[Recorded data]
* * * *

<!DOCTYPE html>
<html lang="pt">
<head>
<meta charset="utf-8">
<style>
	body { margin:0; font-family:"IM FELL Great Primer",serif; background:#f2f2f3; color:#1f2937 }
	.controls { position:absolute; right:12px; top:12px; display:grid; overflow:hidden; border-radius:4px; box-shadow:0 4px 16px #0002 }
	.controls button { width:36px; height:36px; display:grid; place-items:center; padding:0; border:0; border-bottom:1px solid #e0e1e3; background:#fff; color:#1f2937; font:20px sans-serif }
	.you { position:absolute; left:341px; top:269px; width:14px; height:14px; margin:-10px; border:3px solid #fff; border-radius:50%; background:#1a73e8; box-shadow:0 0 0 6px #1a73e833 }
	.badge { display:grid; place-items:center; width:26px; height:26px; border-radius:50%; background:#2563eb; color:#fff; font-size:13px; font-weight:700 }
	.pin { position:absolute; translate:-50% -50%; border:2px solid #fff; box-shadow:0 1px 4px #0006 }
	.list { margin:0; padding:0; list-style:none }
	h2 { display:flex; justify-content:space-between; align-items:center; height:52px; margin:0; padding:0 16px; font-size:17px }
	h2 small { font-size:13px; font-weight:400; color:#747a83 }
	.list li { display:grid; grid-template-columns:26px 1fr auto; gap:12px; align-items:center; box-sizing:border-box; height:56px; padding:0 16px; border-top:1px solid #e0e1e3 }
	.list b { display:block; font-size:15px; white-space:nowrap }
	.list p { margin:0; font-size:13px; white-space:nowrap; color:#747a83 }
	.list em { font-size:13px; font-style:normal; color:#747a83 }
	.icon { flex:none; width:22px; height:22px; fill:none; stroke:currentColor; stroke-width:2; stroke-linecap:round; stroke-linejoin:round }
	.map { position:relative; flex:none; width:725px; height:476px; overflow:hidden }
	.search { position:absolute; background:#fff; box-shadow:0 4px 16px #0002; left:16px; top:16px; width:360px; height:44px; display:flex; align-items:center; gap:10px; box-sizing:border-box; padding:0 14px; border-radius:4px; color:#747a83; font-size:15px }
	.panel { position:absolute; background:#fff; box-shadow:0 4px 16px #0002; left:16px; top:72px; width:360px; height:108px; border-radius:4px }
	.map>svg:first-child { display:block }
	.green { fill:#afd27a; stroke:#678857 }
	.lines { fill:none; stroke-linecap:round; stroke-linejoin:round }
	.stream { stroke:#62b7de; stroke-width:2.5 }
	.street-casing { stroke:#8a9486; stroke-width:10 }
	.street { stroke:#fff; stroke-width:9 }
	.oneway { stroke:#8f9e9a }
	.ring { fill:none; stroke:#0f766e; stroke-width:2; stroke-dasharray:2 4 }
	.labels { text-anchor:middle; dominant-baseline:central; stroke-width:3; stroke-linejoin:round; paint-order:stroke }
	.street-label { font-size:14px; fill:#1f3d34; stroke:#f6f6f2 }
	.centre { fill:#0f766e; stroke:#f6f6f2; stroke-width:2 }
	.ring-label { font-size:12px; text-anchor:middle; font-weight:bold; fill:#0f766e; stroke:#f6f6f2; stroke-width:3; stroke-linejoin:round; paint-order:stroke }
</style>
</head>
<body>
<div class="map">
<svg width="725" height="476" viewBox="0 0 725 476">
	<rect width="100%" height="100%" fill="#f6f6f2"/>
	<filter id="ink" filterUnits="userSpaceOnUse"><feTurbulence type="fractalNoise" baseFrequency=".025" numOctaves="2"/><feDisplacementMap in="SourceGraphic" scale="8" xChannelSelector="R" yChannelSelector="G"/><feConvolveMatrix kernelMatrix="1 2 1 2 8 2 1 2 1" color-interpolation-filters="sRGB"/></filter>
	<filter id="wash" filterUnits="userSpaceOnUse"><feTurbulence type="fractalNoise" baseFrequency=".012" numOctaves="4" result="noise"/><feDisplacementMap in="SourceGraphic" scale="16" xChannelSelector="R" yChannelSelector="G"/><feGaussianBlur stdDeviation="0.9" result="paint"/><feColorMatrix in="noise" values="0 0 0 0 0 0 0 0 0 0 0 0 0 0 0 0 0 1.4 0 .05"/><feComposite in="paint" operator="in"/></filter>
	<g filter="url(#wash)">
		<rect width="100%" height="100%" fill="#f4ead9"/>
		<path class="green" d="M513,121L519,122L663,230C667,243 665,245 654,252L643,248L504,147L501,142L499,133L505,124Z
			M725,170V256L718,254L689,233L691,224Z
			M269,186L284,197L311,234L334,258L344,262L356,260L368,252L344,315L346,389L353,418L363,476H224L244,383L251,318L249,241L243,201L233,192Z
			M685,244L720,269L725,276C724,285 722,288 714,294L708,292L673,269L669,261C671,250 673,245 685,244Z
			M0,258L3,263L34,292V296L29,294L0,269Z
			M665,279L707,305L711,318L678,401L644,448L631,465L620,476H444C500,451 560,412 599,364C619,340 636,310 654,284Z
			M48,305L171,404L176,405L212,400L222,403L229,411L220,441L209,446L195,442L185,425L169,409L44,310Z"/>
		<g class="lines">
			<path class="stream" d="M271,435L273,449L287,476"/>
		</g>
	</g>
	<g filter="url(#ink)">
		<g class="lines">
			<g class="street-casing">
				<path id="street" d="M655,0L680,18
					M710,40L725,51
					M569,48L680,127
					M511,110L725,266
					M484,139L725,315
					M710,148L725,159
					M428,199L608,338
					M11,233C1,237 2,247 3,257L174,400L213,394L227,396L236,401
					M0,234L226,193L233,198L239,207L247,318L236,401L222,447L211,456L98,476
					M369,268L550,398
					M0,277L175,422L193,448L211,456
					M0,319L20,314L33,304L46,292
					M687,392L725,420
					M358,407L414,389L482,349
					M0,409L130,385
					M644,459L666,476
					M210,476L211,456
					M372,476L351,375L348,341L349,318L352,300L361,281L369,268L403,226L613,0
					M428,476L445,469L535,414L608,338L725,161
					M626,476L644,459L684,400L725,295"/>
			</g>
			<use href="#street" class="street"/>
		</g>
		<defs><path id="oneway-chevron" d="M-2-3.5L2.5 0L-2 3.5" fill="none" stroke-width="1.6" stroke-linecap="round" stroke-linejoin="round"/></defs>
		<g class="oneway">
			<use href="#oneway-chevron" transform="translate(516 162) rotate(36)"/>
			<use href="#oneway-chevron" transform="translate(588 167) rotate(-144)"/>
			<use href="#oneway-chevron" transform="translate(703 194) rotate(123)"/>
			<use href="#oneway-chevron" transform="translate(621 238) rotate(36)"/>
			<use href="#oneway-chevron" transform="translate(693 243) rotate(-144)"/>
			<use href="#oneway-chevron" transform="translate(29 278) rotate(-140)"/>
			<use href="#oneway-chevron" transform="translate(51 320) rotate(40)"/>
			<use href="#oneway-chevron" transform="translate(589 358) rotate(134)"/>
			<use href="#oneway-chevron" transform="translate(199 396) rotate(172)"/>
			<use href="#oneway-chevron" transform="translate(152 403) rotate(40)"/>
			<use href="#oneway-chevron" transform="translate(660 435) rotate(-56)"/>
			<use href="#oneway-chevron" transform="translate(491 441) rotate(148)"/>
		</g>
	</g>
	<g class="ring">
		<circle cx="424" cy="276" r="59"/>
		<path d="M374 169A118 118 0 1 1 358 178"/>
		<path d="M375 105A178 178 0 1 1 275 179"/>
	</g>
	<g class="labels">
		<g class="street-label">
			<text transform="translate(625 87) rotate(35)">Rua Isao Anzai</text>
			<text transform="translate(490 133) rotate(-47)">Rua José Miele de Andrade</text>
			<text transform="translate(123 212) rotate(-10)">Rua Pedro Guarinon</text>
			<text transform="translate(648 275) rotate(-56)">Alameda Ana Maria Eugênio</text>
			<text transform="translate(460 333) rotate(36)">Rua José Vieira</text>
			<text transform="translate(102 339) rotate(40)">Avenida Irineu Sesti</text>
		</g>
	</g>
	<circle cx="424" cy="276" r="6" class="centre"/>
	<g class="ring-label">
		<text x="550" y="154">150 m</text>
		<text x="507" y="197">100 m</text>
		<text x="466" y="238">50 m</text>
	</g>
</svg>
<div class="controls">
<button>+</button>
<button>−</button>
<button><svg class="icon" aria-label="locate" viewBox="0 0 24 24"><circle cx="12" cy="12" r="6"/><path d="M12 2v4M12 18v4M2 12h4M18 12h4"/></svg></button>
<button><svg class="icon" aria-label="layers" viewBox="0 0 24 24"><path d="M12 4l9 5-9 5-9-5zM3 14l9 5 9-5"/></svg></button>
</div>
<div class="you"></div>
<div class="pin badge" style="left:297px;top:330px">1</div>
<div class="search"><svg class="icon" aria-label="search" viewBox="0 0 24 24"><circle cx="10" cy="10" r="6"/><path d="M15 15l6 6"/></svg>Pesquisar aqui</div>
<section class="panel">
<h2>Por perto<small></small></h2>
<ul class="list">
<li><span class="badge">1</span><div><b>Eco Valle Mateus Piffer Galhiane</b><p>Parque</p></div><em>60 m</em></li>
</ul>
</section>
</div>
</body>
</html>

* * * *

In the entries above, find the line holding "fill:none; stroke-linecap:round; stroke-linejoin:round" and the line holding "text-anchor:middle; dominant-baseline:central; stroke-width:3;", then retype exactly those two lines and every line between them, and nothing else.

OUTPUT OF THE TASK =
	.lines { fill:none; stroke-linecap:round; stroke-linejoin:round }
	.stream { stroke:#62b7de; stroke-width:2.5 }
	.street-casing { stroke:#8a9486; stroke-width:10 }
	.street { stroke:#fff; stroke-width:9 }
	.oneway { stroke:#8f9e9a }
	.ring { fill:none; stroke:#0f766e; stroke-width:2; stroke-dasharray:2 4 }
	.labels { text-anchor:middle; dominant-baseline:central; stroke-width:3; stroke-linejoin:round; paint-order:stroke }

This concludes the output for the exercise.